Take a look at pictures of Jerome Powell, the chair of the Federal Reserve, and you rarely see a man enjoying himself (although he has been known to blow off some steam at Dead & Co. concerts). Since the start of this inflationary era, his public persona has mostly toggled between Very Serious and No Really, Very Serious. And for good reason. His job can be boiled down to making sure the $25.4 trillion U.S. economy — upon which much of the global financial system relies — is basically working right. That involves considering everything from the unemployment rate to the price of canned soup to deciding, for instance, whether interest rates should be higher or not. Not easy.
What makes it all the more challenging is that there are a lot of people who have opinions about how he should be doing his job. Some of those people merely have X accounts, but, occasionally, some of those people are U.S. presidents. Donald Trump, while he was in office, called the Fed board “boneheads” for not lowering interest rates to his liking. That was generally frowned upon, since it was seen as meddling in something he ought to leave up to the Fed. But Powell has also seen a gentler, more polite version of that same nudging from Joe Biden, who predicted last month that we’ll see “those rates come down more” by the end of the year. It was a not-so-subtle way to pressure the otherwise independent central bank to do the thing that financial markets were expecting and cut rates around three times this year. But over the last week, at least six Fed officials — Powell’s colleagues on the Fed committee that sets rates — signaled that those cuts may not come anytime soon, and interest rates could actually go higher. This has taken on a more urgent valence with an election just a bit over six months away. While lower rates probably wouldn’t be the reason Biden would win in November, the opposite certainly could hurt his chances. What is going on?

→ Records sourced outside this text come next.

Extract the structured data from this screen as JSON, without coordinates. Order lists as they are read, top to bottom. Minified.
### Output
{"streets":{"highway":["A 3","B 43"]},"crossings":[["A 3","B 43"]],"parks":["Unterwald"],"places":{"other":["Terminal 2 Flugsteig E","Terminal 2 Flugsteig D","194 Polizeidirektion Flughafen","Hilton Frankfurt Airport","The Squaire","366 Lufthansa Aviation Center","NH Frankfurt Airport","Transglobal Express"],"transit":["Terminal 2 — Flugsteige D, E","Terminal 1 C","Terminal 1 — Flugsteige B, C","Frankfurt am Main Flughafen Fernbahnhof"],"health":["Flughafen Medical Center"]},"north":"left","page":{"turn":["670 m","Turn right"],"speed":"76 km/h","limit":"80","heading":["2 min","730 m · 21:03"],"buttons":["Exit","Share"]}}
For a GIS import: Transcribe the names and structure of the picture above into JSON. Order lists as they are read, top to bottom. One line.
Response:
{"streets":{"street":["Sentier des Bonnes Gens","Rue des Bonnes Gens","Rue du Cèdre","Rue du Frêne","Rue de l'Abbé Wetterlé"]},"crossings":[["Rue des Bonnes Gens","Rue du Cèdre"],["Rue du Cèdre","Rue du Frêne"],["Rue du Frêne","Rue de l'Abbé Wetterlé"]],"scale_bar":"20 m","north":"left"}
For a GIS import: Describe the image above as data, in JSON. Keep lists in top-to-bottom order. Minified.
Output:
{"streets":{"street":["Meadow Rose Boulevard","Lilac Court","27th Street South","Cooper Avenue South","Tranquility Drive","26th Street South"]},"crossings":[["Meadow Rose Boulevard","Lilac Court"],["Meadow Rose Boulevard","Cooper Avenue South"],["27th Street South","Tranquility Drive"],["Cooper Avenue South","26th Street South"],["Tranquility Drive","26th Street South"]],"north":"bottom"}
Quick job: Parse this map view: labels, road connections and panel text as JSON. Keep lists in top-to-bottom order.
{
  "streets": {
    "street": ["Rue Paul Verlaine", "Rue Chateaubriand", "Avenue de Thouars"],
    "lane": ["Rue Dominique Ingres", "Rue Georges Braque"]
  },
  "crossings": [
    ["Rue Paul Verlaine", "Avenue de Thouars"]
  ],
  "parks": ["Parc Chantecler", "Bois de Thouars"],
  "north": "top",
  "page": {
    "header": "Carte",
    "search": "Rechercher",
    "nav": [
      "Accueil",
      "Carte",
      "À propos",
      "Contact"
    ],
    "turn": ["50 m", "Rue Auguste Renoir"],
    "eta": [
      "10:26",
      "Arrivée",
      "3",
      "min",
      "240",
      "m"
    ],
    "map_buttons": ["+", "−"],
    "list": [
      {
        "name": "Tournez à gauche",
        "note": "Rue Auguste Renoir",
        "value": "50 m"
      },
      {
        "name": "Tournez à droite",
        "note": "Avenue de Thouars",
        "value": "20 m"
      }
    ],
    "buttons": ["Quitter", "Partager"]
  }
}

The Fed’s benchmark rate, which is now higher than it’s been since 2001, is, in one sense, just a number: 5.33 percent. But it is also one of those invisible economic forces that reveals its full power indirectly. Interest functions like a tax with less economic benefit, a way to siphon money away from people without getting some public service in return. Higher rates typically translate into rising levels of unemployment, less investing, fewer home purchases, and less shopping — in short, a form of austerity. But the Fed raises rates for a reason — that is, to lower the rate of inflation.
For the past three years, the Fed has been in rate-hiking mode. This is, generally, not the mode that presidents like to find the economy in when they are running for reelection. But in late 2023, something started to change. Inflation cooled and Wall Street saw good times ahead. After Fed officials penciled in three rate cuts for the year, the financial industry went even further and predicted the central bank would actually cut five times. The idea here was that the economy was sturdy, but that lower rates would be needed — perhaps as early as March — to keep it from tipping into a recession.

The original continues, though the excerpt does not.